Tutorials/Programming Haskell/String IO

This is part two in a series of tutorials on programming Haskell. You can get up to speed by reading yesterday's introductory article.

Today we'll look more into the basic tools at our disposal in the Haskell language, in particular, operations for doing I/O and playing with files and strings.

Administrivia

Before we get started, I should clarify a small point raised by yesterday's article. One issue I forgot to mention was that there are slight differences between running Haskell in GHCi, the bytecode interpreter, and compiling it to native code with GHC.

Haskell programs are executed by evaluating the special main definition:

    import Data.List

    mylength = foldr (const (+1)) 0
    main = print (mylength "haskell")

To compile this to native code, we would feed the source file to the compiler:

   $ ghc A.hs
   $ ./a.out
   7

For a faster turnaround, we can run the code directly through the bytecode interpreter, GHCi, using the runhaskell program:

   $ runhaskell A.hs
   7

GHCi, the interactive Haskell environment, is a little bit different. As it is an interactive system, GHCi must execute your code sequentially, as you define each line. This is different to normal Haskell, where the order of definition is irrelevant. GHCi effectively executes your code inside a do-block. Therefore you can use the do-notation at the GHCi prompt to define new functions:

   $ ghci
   Prelude> :m + Data.List

   Prelude> let mylength = foldr (const (+1)) 0

   Prelude> :t mylength
   mylength :: [a] -> Integer

   Prelude> mylength "haskell"
   7

For this tutorial I will be developing code in a source file, and either compiling it as above, or loading the source file into GHCi for testing. To load a source file into GHCi, we do:

   $ ghci
   Prelude> :load A.hs

   *Main> :t main
   main :: IO ()

   *Main> :t mylength
   mylength :: [a] -> Integer

   *Main> mylength "foo"
   3

   *Main> main
   7

Now, let's get into the code!

I/O

As the Camel Book says:

Unless you're using artificial intelligence to model a solipsistic philosopher, your program needs some way to communicate with the outside world.

In yesterday's tutorial, I briefly introduced readFile, for reading a string from a file on disk. Let's consider now I/O in more detail. The most common I/O operations are defined in the System.IO library.

For the most basic stdin/stdout Unix-style programs in Haskell, we can use the interact function:

    interact    ::  (String -> String) -> IO ()

This higher-order function takes, as an argument, some function for processing a string (of type String -> String). It runs this function over the standard input stream, printing the result to standard output. A surprisingly large number of useful programs can be written this way. For example, we can write the cat unix program as:

    main = interact id

Yes, that's it! Let's compile and run this program:

   $ ghc -O A.hs

   $ cat A.hs | ./a.out
   main = interact id

How does this work? Firstly, interact is defined as:

    interact f = do s <- getContents
                    putStr (f s)

So it reads a string from standard input, and writes to standard output the result of applying its argument function to that string.

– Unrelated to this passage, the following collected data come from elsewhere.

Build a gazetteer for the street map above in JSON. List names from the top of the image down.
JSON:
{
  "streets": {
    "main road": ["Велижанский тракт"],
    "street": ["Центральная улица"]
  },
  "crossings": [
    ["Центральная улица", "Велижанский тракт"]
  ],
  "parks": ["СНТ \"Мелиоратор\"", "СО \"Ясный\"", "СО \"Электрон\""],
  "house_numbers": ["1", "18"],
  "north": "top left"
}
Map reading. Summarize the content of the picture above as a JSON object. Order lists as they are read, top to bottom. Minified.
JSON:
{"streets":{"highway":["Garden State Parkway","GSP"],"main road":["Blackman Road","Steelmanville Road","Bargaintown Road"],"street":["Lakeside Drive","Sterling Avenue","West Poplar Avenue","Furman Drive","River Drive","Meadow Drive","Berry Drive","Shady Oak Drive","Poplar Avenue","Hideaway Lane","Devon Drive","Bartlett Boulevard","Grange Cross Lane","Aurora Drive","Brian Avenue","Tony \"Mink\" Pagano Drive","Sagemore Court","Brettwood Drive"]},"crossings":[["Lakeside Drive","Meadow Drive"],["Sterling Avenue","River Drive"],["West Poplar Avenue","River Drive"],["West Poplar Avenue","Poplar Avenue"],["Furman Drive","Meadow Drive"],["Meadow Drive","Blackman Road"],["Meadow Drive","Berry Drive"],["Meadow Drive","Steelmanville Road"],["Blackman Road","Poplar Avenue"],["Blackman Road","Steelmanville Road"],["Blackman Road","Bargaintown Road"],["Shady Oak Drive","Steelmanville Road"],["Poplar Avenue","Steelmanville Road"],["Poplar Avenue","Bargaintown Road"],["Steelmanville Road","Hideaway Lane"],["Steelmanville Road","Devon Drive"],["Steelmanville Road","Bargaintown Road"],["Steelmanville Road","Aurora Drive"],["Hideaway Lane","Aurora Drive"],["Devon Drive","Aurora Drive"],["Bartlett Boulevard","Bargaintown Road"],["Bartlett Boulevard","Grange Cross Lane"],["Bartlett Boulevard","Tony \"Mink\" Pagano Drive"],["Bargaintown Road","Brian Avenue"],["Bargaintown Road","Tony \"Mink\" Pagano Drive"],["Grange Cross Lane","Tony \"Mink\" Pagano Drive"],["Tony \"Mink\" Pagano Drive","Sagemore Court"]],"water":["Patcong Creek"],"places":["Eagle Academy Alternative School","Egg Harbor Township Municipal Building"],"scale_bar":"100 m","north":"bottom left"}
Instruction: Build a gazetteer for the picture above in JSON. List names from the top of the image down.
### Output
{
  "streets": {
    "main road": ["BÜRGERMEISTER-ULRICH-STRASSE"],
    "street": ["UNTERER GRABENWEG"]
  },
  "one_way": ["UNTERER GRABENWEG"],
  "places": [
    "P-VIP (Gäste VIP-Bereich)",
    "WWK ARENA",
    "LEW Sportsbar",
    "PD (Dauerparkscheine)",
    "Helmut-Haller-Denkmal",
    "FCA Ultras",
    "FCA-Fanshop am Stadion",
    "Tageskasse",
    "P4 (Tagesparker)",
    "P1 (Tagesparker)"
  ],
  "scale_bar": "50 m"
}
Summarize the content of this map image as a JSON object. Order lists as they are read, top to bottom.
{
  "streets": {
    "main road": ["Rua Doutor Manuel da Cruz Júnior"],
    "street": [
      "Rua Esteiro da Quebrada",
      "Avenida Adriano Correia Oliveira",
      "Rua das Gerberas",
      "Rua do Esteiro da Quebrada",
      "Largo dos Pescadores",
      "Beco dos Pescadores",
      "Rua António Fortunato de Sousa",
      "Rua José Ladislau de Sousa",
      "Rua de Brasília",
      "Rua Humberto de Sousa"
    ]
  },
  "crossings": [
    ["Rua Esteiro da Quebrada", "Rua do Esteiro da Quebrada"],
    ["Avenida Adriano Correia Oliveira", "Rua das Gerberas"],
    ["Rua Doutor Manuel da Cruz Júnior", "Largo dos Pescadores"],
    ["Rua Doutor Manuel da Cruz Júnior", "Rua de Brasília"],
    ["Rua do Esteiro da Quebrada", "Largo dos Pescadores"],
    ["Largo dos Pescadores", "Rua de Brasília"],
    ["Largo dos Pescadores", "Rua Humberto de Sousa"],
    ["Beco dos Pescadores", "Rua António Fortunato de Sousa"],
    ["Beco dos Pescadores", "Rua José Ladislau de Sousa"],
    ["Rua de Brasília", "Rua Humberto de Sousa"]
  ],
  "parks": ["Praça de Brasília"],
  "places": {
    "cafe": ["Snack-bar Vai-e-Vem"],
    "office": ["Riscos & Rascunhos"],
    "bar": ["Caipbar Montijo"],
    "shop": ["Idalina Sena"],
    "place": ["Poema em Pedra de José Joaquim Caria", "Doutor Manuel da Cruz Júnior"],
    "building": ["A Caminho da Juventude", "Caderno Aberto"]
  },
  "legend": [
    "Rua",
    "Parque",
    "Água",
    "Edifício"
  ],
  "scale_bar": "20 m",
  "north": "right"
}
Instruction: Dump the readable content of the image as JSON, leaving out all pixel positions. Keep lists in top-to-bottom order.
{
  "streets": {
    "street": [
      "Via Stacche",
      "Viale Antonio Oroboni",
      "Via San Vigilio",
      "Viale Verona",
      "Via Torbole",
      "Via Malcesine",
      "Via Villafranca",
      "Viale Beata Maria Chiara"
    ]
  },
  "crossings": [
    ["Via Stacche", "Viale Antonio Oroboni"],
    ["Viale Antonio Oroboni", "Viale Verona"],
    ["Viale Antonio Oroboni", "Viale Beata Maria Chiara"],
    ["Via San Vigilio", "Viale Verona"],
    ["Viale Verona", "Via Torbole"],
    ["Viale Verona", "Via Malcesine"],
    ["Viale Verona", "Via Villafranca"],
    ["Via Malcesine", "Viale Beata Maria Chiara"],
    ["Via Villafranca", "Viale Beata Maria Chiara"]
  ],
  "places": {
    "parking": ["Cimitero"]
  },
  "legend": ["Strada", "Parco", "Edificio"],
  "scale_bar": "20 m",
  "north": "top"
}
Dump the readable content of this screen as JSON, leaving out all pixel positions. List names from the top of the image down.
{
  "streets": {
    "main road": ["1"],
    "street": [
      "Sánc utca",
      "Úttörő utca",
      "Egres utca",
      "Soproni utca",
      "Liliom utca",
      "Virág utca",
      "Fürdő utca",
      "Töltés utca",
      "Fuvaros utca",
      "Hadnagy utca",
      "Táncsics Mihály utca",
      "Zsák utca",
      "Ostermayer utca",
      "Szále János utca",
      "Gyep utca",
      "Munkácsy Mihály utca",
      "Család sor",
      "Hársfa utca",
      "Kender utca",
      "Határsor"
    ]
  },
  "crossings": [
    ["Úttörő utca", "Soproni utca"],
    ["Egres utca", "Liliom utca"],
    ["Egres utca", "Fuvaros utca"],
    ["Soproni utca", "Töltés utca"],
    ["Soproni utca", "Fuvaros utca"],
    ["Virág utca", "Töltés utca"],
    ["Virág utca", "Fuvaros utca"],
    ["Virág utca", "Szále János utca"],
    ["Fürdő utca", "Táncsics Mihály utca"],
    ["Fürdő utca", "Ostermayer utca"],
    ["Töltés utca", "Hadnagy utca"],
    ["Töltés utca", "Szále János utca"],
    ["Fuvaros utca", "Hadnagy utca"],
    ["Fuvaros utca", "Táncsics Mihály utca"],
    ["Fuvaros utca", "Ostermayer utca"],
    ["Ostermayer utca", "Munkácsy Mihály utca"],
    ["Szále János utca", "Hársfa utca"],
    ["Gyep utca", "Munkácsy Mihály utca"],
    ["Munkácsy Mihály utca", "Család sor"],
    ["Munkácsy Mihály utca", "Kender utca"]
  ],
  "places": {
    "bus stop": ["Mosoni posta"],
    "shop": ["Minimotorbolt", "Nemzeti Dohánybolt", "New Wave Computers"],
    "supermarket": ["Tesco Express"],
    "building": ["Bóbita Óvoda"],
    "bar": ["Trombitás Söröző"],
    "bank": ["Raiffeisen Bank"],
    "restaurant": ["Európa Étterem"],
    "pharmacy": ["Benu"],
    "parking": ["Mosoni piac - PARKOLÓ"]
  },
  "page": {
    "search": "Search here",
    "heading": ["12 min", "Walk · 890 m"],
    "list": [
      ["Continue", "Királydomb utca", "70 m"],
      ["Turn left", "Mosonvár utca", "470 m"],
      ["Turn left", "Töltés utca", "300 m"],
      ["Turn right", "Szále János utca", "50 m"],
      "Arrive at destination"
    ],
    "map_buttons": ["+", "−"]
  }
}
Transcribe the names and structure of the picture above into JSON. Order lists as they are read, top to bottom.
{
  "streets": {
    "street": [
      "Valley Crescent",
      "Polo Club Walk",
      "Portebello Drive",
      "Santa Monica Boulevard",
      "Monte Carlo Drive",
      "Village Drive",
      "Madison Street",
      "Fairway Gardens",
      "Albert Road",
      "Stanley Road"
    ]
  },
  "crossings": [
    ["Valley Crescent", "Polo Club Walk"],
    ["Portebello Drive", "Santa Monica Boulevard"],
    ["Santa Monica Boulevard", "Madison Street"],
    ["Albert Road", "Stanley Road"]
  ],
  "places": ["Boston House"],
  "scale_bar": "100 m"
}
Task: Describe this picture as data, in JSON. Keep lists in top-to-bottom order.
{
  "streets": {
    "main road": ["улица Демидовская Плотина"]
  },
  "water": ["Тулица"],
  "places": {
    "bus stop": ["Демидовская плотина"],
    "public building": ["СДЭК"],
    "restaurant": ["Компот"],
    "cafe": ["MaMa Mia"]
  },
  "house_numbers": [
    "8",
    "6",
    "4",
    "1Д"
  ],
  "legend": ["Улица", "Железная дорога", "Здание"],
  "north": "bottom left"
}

As for id, it has the type:

    id :: a -> a

id is a function of one argument, of any type (the lowercase a in the type means any type can be used in that position, i.e. it is a polymorphic function, or a generic function in some other languages). id takes a value of some type a, and returns a value of the same type. There's only one (non-trivial) function of this type:

    id a = a

So interact id will print to the input string to standard output unmodified.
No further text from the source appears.